[Source records]
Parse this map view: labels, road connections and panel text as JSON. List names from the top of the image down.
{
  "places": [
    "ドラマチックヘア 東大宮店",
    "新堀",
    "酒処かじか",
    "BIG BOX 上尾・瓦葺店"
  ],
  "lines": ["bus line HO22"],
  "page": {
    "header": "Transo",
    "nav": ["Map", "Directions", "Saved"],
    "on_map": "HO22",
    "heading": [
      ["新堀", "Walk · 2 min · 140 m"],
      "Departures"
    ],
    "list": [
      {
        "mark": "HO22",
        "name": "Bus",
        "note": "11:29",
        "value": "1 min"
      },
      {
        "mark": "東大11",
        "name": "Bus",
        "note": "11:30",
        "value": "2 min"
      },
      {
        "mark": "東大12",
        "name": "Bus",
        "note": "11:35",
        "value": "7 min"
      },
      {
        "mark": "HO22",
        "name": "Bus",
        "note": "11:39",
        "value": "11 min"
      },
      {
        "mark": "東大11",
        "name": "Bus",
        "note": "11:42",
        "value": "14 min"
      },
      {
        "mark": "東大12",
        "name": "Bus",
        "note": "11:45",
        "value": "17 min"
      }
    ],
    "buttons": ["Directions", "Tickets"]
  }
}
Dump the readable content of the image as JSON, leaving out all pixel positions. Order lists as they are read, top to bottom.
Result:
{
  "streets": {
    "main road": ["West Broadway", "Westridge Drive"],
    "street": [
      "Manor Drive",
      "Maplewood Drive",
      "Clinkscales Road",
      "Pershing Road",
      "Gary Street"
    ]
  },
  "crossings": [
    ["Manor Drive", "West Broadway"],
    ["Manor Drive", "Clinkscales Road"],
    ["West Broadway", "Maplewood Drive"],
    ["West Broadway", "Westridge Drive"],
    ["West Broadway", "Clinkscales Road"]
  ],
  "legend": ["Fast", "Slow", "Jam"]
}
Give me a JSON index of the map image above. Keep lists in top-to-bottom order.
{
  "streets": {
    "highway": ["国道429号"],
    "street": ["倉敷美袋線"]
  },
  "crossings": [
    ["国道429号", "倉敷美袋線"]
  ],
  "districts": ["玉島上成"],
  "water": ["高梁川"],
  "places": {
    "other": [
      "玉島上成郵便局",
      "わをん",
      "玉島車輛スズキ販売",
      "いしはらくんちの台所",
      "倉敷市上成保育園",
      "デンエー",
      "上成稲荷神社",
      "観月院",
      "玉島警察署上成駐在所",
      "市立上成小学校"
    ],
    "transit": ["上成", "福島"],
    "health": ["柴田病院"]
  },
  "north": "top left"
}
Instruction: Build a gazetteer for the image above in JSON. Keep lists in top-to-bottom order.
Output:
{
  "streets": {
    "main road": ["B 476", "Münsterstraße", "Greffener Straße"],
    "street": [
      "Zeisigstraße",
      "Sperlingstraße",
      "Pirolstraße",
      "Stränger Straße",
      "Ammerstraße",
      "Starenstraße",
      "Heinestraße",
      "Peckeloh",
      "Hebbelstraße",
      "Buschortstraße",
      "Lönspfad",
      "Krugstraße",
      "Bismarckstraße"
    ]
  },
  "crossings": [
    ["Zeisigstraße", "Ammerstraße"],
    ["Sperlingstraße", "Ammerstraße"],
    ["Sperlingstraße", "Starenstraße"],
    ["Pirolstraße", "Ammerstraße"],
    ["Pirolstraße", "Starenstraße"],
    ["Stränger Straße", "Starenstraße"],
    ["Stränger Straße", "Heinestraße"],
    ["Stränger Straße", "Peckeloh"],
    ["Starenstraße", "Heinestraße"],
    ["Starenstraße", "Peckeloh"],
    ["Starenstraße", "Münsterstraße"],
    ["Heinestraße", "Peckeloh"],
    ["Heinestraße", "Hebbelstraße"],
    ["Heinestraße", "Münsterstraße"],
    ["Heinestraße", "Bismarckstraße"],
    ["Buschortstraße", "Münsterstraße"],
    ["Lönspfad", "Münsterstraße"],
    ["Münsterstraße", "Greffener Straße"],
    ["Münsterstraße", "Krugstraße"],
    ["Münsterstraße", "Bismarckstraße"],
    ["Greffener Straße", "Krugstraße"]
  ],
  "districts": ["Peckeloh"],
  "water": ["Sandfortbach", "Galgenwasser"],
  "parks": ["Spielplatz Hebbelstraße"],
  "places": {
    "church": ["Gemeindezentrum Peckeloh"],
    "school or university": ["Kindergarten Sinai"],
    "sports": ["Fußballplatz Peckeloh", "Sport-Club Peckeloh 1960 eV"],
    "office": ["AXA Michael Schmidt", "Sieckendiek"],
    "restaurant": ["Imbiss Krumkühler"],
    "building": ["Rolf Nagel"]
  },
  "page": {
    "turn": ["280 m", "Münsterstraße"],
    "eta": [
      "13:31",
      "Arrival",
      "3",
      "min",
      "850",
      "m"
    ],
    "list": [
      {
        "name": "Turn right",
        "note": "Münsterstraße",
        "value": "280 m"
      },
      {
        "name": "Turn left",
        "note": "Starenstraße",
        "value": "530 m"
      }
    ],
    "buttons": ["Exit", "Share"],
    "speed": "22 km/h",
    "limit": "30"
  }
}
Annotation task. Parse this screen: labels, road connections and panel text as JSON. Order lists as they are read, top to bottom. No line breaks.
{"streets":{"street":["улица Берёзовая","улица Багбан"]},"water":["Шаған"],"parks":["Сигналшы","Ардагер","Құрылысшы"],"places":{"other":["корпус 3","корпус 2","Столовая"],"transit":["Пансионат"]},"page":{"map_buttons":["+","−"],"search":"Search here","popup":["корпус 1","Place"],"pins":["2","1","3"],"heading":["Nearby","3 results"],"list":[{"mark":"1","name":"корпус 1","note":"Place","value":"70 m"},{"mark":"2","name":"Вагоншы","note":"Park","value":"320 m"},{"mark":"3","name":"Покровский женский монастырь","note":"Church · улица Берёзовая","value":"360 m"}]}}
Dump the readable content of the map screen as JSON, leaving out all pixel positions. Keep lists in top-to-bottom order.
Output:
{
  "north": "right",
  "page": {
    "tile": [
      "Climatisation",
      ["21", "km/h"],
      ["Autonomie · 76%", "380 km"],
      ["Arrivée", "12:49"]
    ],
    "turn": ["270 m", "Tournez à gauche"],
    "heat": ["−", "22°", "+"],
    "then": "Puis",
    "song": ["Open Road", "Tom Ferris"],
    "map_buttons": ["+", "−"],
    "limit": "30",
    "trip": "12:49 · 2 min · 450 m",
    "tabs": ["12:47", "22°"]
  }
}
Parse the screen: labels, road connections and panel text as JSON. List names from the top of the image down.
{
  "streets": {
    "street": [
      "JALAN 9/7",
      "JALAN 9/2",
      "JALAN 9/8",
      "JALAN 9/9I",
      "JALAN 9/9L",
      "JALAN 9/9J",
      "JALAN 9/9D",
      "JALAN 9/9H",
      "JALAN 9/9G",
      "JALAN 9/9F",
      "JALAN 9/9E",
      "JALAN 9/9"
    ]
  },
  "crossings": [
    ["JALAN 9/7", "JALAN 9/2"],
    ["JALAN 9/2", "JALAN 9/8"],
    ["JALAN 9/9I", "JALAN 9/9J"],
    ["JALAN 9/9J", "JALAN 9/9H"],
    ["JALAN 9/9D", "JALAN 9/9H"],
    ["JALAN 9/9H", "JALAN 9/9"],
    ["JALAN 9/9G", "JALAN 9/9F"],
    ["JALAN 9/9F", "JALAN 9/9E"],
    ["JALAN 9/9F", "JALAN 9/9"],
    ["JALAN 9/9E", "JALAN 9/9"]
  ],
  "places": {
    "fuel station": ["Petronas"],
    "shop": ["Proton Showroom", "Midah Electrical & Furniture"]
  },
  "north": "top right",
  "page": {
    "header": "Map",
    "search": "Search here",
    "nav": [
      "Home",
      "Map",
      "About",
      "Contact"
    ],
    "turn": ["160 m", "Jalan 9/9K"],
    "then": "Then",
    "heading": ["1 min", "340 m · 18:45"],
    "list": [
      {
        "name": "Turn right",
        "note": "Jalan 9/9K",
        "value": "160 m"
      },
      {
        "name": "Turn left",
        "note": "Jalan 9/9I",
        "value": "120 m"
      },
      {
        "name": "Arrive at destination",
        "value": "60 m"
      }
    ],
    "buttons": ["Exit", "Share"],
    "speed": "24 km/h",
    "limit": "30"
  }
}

■ WHAT YOU SHOULD DO
Taking the records above as input, show every line in which the word "main" is present.

■ YOUR RESPONSE
    "main road": ["West Broadway", "Westridge Drive"],
    "main road": ["B 476", "Münsterstraße", "Greffener Straße"],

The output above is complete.